Exercise:
How many lines in the data below include the word "secondary"? Respond with the number, nothing more.

[Collected data]
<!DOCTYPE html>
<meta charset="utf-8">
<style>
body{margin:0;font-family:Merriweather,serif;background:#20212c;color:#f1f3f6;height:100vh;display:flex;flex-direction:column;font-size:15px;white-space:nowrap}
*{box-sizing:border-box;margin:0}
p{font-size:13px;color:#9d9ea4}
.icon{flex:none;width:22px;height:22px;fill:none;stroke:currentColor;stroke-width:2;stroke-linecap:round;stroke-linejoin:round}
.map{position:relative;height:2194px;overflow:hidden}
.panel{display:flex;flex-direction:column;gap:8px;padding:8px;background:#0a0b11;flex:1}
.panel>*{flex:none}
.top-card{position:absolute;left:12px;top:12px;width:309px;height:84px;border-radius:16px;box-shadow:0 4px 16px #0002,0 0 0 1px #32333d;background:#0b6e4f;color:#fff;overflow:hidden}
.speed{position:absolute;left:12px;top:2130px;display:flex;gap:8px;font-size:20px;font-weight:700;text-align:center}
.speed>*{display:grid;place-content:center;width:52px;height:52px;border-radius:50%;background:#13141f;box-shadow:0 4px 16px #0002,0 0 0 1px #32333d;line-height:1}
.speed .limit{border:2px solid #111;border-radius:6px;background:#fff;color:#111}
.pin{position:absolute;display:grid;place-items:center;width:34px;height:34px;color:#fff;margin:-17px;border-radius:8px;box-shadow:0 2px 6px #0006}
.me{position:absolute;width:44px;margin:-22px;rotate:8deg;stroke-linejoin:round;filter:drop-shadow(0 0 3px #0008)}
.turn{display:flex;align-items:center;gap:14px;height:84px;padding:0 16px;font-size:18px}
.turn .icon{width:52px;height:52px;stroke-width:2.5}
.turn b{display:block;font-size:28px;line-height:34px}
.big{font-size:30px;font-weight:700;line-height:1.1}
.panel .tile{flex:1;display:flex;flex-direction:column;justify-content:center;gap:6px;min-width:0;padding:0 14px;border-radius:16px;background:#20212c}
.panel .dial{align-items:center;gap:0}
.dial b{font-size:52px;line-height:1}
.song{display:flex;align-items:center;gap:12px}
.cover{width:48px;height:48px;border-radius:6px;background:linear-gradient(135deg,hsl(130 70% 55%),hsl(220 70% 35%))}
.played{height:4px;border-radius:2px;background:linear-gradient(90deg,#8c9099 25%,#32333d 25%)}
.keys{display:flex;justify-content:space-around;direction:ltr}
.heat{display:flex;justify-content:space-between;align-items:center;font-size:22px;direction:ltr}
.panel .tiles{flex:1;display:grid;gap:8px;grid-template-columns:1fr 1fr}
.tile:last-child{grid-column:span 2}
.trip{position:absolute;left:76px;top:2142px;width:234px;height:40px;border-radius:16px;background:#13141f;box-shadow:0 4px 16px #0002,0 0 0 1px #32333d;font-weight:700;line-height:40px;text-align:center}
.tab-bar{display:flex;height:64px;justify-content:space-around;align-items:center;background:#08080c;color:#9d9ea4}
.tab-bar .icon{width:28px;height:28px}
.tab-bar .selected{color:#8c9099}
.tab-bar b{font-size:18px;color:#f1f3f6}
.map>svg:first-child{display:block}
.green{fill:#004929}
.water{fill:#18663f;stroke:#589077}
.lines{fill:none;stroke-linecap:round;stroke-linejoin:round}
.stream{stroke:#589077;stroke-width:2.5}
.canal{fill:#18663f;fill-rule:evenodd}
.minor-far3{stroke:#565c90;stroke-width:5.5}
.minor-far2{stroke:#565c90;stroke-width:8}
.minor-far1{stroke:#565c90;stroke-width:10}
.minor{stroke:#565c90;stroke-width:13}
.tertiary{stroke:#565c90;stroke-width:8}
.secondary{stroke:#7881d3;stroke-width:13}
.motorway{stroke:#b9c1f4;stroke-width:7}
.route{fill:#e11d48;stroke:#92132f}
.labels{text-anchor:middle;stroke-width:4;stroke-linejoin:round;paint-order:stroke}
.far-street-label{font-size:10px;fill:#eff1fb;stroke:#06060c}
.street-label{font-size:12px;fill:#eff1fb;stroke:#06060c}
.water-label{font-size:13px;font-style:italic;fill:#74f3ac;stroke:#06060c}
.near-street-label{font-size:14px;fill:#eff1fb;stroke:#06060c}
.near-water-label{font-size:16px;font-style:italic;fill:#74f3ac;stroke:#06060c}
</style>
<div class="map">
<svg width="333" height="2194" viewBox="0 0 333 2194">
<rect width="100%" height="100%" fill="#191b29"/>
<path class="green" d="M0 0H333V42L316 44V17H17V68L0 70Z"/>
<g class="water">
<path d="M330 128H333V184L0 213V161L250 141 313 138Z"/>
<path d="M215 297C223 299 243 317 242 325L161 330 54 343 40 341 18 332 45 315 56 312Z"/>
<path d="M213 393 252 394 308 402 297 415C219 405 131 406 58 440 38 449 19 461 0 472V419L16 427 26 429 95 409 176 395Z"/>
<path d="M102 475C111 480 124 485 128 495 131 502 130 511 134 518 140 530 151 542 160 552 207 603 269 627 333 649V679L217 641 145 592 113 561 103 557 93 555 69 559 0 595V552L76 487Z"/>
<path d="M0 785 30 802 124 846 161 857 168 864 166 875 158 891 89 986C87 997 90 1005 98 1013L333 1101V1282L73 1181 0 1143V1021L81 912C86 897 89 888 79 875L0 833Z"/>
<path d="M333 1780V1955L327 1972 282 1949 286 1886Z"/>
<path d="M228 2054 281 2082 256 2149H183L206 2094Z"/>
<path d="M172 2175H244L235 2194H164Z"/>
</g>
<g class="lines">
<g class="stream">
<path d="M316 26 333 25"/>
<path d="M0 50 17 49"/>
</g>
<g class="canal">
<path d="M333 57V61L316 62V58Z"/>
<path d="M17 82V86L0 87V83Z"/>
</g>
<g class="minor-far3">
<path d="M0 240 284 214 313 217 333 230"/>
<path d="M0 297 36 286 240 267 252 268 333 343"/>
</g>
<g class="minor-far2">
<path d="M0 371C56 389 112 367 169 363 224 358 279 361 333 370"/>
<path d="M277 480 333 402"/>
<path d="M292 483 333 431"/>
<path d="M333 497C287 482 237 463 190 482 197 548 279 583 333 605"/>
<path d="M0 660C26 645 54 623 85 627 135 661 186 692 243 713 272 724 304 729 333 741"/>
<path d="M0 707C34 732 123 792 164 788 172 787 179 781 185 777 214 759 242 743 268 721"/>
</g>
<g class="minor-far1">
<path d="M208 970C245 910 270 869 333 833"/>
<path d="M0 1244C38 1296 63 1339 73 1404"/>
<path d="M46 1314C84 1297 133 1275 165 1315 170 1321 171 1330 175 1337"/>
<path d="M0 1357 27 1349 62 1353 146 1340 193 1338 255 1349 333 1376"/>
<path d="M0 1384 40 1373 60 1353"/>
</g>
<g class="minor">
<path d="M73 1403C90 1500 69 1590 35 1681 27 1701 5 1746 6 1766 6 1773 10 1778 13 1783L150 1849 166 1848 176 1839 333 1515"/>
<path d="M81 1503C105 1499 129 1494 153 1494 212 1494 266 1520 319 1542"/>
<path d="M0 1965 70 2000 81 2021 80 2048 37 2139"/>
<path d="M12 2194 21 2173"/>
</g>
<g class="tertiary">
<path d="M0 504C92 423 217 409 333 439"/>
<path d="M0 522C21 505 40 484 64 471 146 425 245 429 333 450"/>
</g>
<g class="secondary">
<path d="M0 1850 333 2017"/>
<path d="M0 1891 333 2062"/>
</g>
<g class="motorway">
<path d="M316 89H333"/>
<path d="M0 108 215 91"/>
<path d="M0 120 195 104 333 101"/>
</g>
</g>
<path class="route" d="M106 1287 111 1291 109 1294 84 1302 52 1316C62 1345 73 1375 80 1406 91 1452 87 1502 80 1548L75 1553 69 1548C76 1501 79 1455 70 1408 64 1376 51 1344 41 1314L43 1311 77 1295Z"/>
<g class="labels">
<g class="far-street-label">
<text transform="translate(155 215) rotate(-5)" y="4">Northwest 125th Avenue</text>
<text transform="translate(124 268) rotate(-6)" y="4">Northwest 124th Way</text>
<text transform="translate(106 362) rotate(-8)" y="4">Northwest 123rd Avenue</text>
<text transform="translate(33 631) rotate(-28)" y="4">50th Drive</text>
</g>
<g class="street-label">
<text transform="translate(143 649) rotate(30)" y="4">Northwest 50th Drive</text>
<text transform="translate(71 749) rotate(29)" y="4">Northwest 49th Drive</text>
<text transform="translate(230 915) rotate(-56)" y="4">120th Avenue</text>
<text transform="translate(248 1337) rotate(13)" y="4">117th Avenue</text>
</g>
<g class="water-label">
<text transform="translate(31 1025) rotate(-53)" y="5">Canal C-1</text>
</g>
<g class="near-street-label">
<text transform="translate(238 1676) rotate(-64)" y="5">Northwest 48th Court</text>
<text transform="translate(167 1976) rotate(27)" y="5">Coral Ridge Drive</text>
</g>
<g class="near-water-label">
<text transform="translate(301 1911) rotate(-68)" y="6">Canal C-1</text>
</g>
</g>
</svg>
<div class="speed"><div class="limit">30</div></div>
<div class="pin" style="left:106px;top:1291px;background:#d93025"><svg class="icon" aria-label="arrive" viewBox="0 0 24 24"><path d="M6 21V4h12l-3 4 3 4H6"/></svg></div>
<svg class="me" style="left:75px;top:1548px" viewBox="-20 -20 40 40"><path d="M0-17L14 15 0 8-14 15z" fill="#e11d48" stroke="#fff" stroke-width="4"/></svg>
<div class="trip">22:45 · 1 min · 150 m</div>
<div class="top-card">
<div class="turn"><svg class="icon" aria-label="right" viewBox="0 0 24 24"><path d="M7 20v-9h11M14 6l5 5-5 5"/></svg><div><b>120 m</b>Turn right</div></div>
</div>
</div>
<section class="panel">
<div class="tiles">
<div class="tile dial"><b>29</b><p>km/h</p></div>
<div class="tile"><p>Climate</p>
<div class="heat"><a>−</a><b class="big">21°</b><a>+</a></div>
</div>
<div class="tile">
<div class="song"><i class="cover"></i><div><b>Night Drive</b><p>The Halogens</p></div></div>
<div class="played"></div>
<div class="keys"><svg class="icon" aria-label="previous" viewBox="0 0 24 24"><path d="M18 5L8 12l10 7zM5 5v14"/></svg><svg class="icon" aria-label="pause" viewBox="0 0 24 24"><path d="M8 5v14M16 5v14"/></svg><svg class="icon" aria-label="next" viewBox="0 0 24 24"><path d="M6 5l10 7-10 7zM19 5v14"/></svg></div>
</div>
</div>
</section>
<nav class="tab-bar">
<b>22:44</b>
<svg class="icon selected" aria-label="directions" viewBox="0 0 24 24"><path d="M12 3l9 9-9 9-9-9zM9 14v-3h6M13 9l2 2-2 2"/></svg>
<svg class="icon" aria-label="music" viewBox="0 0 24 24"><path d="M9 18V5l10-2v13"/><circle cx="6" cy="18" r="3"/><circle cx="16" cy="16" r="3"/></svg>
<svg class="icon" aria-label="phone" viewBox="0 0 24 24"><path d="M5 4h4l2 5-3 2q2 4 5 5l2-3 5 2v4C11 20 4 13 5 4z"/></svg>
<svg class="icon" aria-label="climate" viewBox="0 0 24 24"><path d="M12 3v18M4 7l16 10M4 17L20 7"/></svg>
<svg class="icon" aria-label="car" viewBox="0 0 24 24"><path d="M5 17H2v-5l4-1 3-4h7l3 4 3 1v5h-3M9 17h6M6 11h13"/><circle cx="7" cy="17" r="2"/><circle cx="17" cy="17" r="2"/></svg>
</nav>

Answer for this exercise:
2